Project "AsymHalogenation" data sheet

The following table provides information about the project.


Organization address
postcode: 405 30

contact info
title: n.a.
name: n.a.
surname: n.a.
function: n.a.
email: n.a.
telephone: n.a.
fax: n.a.

 Coordinator Country Sweden [SE]
 Project website
 Total cost 185˙857 €
 EC max contribution 185˙857 € (100%)
 Programme 1. H2020-EU.1.3.2. (Nurturing excellence by means of cross-border and cross-sector mobility)
 Code Call H2020-MSCA-IF-2014
 Funding Scheme MSCA-IF-EF-ST
 Starting year 2015
 Duration (year-month-day) from 2015-05-01   to  2017-04-30


Take a look of project's partnership.

# participants  country  role  EC contrib. [€] 
1    GOETEBORGS UNIVERSITET SE (GOETEBORG) coordinator 185˙857.00


 Project objective

The main goal of this project is the development and optimization of the first general methodology for intermolecular asymmetric halogenation of olefins and the application of NMR spectroscopy to understand and control this process.
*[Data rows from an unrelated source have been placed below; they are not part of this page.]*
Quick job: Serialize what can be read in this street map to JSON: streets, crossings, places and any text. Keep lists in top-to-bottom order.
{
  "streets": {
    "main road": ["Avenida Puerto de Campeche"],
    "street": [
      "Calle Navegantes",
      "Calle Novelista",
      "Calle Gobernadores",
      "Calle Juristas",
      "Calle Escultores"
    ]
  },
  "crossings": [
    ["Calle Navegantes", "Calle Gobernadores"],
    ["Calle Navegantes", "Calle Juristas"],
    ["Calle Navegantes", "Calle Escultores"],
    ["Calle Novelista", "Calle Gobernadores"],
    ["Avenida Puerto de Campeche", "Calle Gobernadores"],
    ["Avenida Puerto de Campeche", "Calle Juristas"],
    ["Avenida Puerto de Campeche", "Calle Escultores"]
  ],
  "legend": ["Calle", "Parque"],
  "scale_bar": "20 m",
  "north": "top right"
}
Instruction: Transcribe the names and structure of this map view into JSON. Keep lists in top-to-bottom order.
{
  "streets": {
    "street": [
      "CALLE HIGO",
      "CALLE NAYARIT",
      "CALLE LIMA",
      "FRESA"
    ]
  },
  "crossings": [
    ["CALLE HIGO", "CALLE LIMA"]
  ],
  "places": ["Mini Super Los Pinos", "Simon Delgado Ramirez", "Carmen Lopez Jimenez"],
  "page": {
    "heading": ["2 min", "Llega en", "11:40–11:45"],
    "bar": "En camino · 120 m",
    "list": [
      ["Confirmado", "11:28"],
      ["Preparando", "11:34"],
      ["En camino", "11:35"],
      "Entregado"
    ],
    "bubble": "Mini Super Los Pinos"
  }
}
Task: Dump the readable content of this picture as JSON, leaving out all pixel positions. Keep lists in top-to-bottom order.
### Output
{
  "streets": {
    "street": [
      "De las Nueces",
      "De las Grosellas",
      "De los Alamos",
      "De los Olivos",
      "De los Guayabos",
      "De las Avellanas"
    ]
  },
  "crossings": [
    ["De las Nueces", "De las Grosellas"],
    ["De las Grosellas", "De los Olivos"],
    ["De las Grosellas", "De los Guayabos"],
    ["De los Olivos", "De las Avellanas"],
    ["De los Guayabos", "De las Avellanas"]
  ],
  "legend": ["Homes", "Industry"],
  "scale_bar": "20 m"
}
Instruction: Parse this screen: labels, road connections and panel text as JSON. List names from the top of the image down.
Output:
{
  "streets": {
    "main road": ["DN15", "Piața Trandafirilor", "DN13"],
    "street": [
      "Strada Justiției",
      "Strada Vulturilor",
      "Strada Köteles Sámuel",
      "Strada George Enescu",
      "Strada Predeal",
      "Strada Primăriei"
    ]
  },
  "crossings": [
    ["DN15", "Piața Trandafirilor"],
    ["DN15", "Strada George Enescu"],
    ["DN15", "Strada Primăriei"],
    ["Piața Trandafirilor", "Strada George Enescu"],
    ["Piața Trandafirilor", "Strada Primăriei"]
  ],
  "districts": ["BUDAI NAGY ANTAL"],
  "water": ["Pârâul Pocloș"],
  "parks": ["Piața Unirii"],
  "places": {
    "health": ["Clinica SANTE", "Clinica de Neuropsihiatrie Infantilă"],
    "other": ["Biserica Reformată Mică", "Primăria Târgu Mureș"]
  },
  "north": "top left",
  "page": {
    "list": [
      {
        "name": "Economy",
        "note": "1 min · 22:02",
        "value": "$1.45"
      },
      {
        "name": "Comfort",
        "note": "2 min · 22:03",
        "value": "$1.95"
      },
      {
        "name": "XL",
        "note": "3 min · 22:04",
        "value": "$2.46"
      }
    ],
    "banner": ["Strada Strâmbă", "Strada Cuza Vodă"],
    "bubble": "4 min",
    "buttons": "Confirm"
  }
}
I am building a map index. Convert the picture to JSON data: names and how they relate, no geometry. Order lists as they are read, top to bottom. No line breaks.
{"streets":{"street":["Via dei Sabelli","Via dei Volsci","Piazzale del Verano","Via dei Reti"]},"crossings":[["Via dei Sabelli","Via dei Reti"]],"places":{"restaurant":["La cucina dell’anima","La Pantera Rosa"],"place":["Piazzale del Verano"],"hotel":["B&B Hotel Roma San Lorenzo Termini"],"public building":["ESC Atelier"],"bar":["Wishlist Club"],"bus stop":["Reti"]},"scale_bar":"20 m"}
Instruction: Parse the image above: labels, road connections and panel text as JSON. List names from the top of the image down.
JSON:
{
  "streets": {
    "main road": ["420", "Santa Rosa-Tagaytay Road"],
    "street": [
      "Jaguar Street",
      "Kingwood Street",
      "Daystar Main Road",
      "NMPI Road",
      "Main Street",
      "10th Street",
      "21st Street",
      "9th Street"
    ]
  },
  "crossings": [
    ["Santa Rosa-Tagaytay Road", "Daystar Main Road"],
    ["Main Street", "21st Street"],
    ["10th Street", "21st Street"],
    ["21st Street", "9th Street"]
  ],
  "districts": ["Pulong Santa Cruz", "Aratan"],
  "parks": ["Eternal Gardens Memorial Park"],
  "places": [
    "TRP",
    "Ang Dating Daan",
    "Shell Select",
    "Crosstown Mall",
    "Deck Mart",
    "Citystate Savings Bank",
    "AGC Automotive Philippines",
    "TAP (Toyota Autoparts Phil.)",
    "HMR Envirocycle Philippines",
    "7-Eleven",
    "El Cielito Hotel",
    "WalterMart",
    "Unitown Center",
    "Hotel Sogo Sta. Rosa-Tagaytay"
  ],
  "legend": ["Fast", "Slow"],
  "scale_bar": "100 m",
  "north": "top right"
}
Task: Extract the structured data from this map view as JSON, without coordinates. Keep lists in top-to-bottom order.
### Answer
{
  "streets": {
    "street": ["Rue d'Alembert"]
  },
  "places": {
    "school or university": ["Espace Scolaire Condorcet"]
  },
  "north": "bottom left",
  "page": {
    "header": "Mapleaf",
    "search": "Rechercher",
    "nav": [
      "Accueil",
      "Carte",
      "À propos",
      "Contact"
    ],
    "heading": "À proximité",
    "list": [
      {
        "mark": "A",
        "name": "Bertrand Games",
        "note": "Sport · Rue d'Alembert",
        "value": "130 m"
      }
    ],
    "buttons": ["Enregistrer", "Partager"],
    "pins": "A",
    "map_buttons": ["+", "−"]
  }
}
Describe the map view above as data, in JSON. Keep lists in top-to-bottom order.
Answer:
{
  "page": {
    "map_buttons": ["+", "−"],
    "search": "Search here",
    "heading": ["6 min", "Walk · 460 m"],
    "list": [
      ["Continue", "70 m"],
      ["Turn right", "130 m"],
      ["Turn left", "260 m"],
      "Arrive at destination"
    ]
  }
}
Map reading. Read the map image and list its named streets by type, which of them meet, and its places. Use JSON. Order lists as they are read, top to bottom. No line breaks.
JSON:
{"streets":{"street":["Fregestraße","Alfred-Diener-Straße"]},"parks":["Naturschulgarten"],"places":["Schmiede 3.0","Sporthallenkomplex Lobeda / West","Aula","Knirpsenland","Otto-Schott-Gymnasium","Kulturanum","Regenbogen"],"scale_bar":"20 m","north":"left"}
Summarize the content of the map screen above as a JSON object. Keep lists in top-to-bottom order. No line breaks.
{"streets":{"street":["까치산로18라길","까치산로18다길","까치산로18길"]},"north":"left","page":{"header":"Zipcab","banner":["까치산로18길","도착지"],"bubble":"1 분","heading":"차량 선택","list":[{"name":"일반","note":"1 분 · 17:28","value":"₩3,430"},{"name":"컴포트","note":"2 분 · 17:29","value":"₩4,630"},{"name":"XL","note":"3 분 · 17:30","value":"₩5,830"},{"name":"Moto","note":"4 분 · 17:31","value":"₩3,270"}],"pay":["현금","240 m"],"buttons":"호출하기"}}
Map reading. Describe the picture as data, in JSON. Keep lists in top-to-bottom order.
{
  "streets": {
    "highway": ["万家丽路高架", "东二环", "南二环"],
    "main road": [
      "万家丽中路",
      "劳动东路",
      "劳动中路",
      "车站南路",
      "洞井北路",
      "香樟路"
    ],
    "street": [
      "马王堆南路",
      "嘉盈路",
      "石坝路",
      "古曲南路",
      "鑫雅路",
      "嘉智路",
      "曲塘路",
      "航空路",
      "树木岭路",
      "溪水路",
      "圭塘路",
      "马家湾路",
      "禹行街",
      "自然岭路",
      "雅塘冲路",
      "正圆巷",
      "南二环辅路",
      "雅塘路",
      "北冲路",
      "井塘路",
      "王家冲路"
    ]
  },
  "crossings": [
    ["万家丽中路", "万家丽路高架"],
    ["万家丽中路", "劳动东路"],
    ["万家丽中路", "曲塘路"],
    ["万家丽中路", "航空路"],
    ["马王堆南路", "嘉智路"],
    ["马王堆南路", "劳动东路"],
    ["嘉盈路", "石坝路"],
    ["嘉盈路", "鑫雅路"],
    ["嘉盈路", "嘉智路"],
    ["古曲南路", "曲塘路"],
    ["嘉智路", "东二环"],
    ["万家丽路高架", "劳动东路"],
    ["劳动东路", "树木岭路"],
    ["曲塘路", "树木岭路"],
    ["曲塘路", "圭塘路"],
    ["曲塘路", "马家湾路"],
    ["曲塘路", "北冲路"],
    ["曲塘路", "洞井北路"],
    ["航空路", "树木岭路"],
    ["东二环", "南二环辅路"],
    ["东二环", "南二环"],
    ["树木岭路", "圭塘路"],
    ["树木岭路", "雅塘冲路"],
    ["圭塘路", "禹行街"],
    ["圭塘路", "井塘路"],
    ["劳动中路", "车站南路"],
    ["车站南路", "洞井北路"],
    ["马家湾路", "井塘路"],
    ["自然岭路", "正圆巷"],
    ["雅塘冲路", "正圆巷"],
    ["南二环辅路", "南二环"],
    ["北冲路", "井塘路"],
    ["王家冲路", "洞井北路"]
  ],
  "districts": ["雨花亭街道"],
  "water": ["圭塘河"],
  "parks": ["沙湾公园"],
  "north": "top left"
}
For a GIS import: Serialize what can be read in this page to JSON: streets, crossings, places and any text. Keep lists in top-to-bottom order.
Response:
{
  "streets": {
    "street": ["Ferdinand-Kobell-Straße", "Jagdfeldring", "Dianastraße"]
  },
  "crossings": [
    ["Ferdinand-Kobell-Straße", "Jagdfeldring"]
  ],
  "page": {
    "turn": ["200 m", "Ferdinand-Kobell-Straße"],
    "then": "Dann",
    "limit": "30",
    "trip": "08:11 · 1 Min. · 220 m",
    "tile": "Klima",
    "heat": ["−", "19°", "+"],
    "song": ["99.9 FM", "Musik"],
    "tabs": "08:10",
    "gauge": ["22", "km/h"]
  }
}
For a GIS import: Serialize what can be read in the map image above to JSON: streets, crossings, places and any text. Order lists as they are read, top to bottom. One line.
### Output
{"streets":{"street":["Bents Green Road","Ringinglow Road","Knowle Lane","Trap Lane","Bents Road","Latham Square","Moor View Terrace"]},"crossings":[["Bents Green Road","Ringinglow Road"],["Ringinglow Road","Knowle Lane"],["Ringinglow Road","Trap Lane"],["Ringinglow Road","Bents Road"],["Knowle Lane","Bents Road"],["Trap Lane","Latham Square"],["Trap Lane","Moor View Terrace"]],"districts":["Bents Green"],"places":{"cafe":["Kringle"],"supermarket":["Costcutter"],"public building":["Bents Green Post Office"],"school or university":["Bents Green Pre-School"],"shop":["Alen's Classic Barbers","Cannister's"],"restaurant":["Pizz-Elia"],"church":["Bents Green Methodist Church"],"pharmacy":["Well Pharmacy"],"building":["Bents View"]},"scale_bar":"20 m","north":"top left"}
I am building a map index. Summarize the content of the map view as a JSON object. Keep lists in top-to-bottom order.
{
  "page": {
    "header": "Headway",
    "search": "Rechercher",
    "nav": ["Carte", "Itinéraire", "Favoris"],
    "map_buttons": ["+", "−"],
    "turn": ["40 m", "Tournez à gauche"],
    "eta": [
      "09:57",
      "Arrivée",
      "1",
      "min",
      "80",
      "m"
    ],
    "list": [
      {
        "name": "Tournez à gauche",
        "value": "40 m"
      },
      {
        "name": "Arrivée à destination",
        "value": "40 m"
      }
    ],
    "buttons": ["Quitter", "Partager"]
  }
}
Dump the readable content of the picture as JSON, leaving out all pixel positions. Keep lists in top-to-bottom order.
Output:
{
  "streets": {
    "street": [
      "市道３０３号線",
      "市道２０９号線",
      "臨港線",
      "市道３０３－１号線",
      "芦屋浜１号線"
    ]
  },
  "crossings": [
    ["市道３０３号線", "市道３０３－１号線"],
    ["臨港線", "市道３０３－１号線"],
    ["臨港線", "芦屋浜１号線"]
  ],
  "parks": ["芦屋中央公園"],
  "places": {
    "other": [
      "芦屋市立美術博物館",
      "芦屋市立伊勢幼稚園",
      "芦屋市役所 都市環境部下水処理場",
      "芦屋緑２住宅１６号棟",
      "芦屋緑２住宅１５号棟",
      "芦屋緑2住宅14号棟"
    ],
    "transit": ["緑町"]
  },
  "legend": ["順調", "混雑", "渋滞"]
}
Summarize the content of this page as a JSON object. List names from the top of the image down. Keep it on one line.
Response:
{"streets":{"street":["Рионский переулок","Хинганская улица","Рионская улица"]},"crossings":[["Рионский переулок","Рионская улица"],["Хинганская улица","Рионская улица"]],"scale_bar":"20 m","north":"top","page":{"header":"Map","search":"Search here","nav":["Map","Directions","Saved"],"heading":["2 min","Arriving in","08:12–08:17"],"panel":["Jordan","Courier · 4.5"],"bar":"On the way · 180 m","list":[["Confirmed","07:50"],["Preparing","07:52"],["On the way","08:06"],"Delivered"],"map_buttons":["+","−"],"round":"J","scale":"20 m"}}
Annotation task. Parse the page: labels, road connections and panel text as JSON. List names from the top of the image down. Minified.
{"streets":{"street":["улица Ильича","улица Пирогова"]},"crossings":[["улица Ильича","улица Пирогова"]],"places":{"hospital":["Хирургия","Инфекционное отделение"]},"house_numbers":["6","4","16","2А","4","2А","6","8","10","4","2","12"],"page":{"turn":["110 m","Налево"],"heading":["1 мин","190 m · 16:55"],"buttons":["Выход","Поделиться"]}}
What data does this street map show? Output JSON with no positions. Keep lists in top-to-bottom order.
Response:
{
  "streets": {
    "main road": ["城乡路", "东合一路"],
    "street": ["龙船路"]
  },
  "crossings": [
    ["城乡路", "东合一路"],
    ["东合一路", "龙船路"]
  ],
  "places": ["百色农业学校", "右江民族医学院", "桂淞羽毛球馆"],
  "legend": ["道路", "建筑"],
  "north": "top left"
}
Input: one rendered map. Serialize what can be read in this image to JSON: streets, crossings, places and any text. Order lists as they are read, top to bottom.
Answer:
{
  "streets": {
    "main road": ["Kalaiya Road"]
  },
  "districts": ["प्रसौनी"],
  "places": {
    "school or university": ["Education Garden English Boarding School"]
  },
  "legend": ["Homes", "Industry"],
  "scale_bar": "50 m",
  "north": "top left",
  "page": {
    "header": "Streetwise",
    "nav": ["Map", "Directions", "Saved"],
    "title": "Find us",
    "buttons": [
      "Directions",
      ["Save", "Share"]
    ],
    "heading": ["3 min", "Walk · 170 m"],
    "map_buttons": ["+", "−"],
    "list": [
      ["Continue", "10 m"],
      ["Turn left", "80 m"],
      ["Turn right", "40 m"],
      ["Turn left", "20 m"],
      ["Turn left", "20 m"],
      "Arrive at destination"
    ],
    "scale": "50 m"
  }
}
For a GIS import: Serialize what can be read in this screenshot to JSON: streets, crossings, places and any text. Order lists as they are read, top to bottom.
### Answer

The carefully controlled application of nucleophiles in intermolecular asymmetric halogenation would be extremely desirable because it could be used as a powerful tool to generate a wide array of structural motifs of exceptional impact for the society. In this project, the asymmetric catalysis is proposed by stabilizing a bispyridine halonium complex in a chiral environment during both reaction with the olefin and subsequent attack of the nucleophile, i.e. a stoichiometric amount of stabilized complex will react with the double bond and then be exposed to the incoming nucleophile, all under the regime of the generated chiral environment. Thus, the project will encompass the synthesis of structurally diverse bispyridine ligands and their halonium complexes and then, the elucidation of the influencing factors on the kinetics of the halogenation reaction by UV and NMR spectroscopy. Ultimately, the knowledge gained in this part of the project will be transferred to the design of bispyridine ligands containing asymmetric centers to induce chirality in the halogenation reaction. One or several series of ligands will be produced and screened for chiral induction via chiral HPLC of the product mixture. The applicability of the approach on several different model reactions will be proven. The chiral products should be obtained with a high degree of regio- and enantioselectivity. The bispyridine ligand used to form the stabilized complex can be recovered by extraction or precipitation and therefore its use is expected to be feasible in large scale reactions. Chiral haloalkanes, the products of asymmetric halogenation, are crucial building blocks and intermediates for the synthesis of pharmaceuticals and functional materials, for example.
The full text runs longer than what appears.